EXERCISE
The records below need copying. Match each line exactly.

:::

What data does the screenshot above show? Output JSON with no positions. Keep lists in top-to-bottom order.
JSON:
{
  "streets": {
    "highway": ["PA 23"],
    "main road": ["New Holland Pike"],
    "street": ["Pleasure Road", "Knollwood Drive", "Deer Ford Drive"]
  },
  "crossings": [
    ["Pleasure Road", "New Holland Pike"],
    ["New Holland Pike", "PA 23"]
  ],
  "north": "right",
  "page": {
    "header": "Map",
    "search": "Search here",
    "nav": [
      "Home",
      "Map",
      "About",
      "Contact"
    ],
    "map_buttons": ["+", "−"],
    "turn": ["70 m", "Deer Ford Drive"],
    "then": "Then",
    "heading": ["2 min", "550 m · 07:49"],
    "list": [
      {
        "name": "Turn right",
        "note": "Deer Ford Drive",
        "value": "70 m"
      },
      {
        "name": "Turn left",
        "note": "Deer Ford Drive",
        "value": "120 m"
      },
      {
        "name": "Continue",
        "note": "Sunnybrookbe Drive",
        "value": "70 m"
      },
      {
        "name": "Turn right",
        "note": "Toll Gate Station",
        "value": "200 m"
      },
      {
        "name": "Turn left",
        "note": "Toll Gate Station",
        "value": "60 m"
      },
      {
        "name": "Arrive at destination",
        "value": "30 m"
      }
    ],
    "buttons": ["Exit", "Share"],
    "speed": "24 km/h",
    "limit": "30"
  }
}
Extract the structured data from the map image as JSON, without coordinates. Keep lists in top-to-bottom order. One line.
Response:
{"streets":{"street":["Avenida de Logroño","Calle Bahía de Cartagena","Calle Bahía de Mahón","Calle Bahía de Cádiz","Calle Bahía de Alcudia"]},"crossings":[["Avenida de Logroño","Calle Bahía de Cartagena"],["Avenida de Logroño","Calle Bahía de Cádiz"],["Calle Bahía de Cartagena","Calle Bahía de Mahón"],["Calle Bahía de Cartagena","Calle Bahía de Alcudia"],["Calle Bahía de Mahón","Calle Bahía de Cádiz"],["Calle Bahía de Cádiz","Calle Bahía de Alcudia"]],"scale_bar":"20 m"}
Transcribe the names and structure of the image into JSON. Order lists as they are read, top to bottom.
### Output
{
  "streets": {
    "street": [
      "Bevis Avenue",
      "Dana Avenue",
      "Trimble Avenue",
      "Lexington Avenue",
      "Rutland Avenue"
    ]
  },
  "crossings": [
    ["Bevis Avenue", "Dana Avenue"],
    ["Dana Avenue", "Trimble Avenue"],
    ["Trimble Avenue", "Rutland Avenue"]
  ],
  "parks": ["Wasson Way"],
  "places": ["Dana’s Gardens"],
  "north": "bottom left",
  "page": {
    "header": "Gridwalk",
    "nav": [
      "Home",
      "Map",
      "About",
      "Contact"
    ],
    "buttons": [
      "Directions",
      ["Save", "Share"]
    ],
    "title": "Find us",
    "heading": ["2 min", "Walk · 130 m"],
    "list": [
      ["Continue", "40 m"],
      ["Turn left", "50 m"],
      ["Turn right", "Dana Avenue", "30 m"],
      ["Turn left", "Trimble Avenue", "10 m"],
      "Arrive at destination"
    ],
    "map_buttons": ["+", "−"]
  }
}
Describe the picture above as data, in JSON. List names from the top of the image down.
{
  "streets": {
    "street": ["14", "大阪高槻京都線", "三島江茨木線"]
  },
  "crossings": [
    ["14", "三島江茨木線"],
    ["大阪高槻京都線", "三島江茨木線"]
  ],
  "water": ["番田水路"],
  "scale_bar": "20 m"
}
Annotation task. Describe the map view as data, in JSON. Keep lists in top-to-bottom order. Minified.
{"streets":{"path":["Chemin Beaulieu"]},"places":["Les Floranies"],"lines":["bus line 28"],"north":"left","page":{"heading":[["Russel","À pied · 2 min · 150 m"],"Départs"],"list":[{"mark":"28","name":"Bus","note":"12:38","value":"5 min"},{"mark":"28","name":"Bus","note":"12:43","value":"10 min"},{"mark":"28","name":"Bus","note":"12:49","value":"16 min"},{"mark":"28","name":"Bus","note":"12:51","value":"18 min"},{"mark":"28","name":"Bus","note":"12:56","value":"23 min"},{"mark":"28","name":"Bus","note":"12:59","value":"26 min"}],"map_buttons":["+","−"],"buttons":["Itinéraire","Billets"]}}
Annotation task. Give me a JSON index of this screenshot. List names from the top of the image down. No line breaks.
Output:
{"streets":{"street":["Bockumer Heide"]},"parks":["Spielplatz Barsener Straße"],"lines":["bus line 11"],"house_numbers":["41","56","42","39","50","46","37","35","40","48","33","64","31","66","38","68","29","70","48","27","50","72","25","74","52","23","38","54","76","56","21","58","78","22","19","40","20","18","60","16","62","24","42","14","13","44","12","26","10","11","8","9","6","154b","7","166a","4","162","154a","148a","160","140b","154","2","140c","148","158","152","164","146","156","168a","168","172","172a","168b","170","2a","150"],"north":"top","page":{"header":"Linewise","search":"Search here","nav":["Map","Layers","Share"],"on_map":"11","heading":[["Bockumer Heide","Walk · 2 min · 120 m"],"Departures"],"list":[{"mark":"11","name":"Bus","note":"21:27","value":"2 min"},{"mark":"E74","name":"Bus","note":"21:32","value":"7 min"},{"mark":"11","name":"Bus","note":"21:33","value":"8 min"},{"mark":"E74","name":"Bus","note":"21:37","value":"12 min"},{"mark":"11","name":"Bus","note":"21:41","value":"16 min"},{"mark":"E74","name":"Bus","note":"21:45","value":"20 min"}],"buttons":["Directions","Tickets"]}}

:::

TASK SOLUTION
What data does the screenshot above show? Output JSON with no positions. Keep lists in top-to-bottom order.
JSON:
{
  "streets": {
    "highway": ["PA 23"],
    "main road": ["New Holland Pike"],
    "street": ["Pleasure Road", "Knollwood Drive", "Deer Ford Drive"]
  },
  "crossings": [
    ["Pleasure Road", "New Holland Pike"],
    ["New Holland Pike", "PA 23"]
  ],
  "north": "right",
  "page": {
    "header": "Map",
    "search": "Search here",
    "nav": [
      "Home",
      "Map",
      "About",
      "Contact"
    ],
    "map_buttons": ["+", "−"],
    "turn": ["70 m", "Deer Ford Drive"],
    "then": "Then",
    "heading": ["2 min", "550 m · 07:49"],
    "list": [
      {
        "name": "Turn right",
        "note": "Deer Ford Drive",
        "value": "70 m"
      },
      {
        "name": "Turn left",
        "note": "Deer Ford Drive",
        "value": "120 m"
      },
      {
        "name": "Continue",
        "note": "Sunnybrookbe Drive",
        "value": "70 m"
      },
      {
        "name": "Turn right",
        "note": "Toll Gate Station",
        "value": "200 m"
      },
      {
        "name": "Turn left",
        "note": "Toll Gate Station",
        "value": "60 m"
      },
      {
        "name": "Arrive at destination",
        "value": "30 m"
      }
    ],
    "buttons": ["Exit", "Share"],
    "speed": "24 km/h",
    "limit": "30"
  }
}
Extract the structured data from the map image as JSON, without coordinates. Keep lists in top-to-bottom order. One line.
Response:
{"streets":{"street":["Avenida de Logroño","Calle Bahía de Cartagena","Calle Bahía de Mahón","Calle Bahía de Cádiz","Calle Bahía de Alcudia"]},"crossings":[["Avenida de Logroño","Calle Bahía de Cartagena"],["Avenida de Logroño","Calle Bahía de Cádiz"],["Calle Bahía de Cartagena","Calle Bahía de Mahón"],["Calle Bahía de Cartagena","Calle Bahía de Alcudia"],["Calle Bahía de Mahón","Calle Bahía de Cádiz"],["Calle Bahía de Cádiz","Calle Bahía de Alcudia"]],"scale_bar":"20 m"}
Transcribe the names and structure of the image into JSON. Order lists as they are read, top to bottom.
### Output
{
  "streets": {
    "street": [
      "Bevis Avenue",
      "Dana Avenue",
      "Trimble Avenue",
      "Lexington Avenue",
      "Rutland Avenue"
    ]
  },
  "crossings": [
    ["Bevis Avenue", "Dana Avenue"],
    ["Dana Avenue", "Trimble Avenue"],
    ["Trimble Avenue", "Rutland Avenue"]
  ],
  "parks": ["Wasson Way"],
  "places": ["Dana’s Gardens"],
  "north": "bottom left",
  "page": {
    "header": "Gridwalk",
    "nav": [
      "Home",
      "Map",
      "About",
      "Contact"
    ],
    "buttons": [
      "Directions",
      ["Save", "Share"]
    ],
    "title": "Find us",
    "heading": ["2 min", "Walk · 130 m"],
    "list": [
      ["Continue", "40 m"],
      ["Turn left", "50 m"],
      ["Turn right", "Dana Avenue", "30 m"],
      ["Turn left", "Trimble Avenue", "10 m"],
      "Arrive at destination"
    ],
    "map_buttons": ["+", "−"]
  }
}
Describe the picture above as data, in JSON. List names from the top of the image down.
{
  "streets": {
    "street": ["14", "大阪高槻京都線", "三島江茨木線"]
  },
  "crossings": [
    ["14", "三島江茨木線"],
    ["大阪高槻京都線", "三島江茨木線"]
  ],
  "water": ["番田水路"],
  "scale_bar": "20 m"
}
Annotation task. Describe the map view as data, in JSON. Keep lists in top-to-bottom order. Minified.
{"streets":{"path":["Chemin Beaulieu"]},"places":["Les Floranies"],"lines":["bus line 28"],"north":"left","page":{"heading":[["Russel","À pied · 2 min · 150 m"],"Départs"],"list":[{"mark":"28","name":"Bus","note":"12:38","value":"5 min"},{"mark":"28","name":"Bus","note":"12:43","value":"10 min"},{"mark":"28","name":"Bus","note":"12:49","value":"16 min"},{"mark":"28","name":"Bus","note":"12:51","value":"18 min"},{"mark":"28","name":"Bus","note":"12:56","value":"23 min"},{"mark":"28","name":"Bus","note":"12:59","value":"26 min"}],"map_buttons":["+","−"],"buttons":["Itinéraire","Billets"]}}
Annotation task. Give me a JSON index of this screenshot. List names from the top of the image down. No line breaks.
Output:
{"streets":{"street":["Bockumer Heide"]},"parks":["Spielplatz Barsener Straße"],"lines":["bus line 11"],"house_numbers":["41","56","42","39","50","46","37","35","40","48","33","64","31","66","38","68","29","70","48","27","50","72","25","74","52","23","38","54","76","56","21","58","78","22","19","40","20","18","60","16","62","24","42","14","13","44","12","26","10","11","8","9","6","154b","7","166a","4","162","154a","148a","160","140b","154","2","140c","148","158","152","164","146","156","168a","168","172","172a","168b","170","2a","150"],"north":"top","page":{"header":"Linewise","search":"Search here","nav":["Map","Layers","Share"],"on_map":"11","heading":[["Bockumer Heide","Walk · 2 min · 120 m"],"Departures"],"list":[{"mark":"11","name":"Bus","note":"21:27","value":"2 min"},{"mark":"E74","name":"Bus","note":"21:32","value":"7 min"},{"mark":"11","name":"Bus","note":"21:33","value":"8 min"},{"mark":"E74","name":"Bus","note":"21:37","value":"12 min"},{"mark":"11","name":"Bus","note":"21:41","value":"16 min"},{"mark":"E74","name":"Bus","note":"21:45","value":"20 min"}],"buttons":["Directions","Tickets"]}}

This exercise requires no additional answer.